# Work order:
Copy each line of the entries below that contains the string "بهار".

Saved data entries
* * *

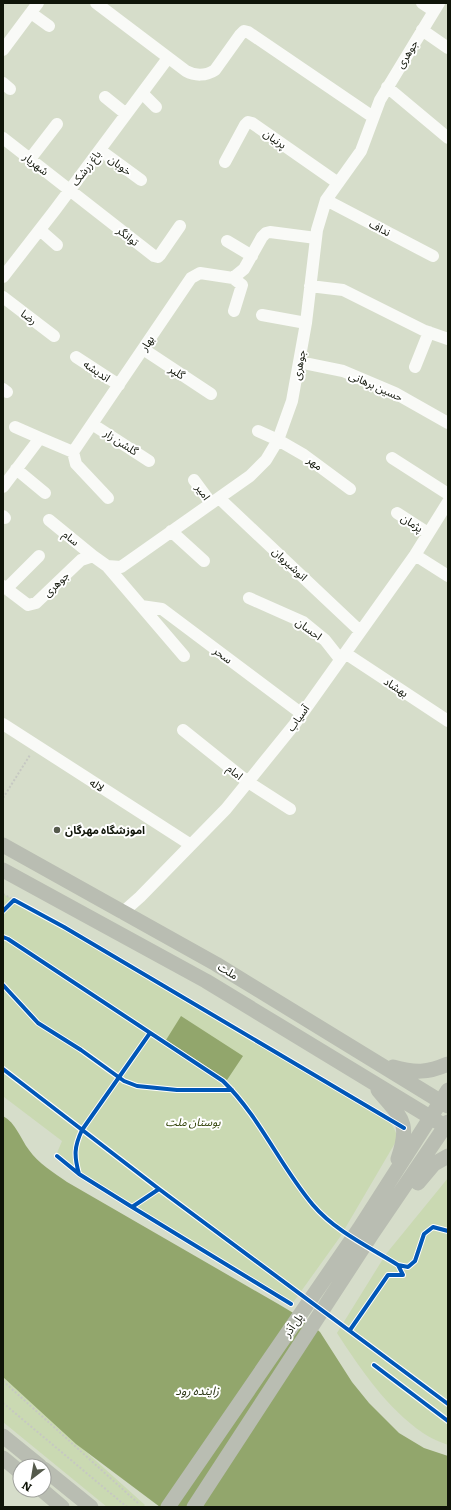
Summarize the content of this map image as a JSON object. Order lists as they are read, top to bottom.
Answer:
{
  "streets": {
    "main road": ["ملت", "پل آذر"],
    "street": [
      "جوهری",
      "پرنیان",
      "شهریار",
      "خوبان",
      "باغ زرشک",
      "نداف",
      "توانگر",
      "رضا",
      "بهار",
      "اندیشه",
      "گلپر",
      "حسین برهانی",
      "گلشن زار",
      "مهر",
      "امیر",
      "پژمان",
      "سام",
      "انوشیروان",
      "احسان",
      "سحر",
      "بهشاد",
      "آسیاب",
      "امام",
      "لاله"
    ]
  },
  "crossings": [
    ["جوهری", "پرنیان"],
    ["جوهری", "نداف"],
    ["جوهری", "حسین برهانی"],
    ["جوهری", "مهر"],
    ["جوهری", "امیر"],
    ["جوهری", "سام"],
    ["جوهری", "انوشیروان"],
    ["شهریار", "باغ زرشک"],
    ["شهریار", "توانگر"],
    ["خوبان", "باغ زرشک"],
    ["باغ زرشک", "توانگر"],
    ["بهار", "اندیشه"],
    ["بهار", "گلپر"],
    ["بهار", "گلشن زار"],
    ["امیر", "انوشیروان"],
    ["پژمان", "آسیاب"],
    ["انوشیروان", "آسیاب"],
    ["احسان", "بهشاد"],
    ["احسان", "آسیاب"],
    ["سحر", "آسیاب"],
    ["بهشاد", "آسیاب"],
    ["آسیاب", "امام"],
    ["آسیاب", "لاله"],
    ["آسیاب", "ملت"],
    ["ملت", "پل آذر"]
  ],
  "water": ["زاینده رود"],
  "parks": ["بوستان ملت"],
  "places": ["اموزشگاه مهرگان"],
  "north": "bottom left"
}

* * *

# Exercise answer:
      "بهار",
    ["بهار", "اندیشه"],
    ["بهار", "گلپر"],
    ["بهار", "گلشن زار"],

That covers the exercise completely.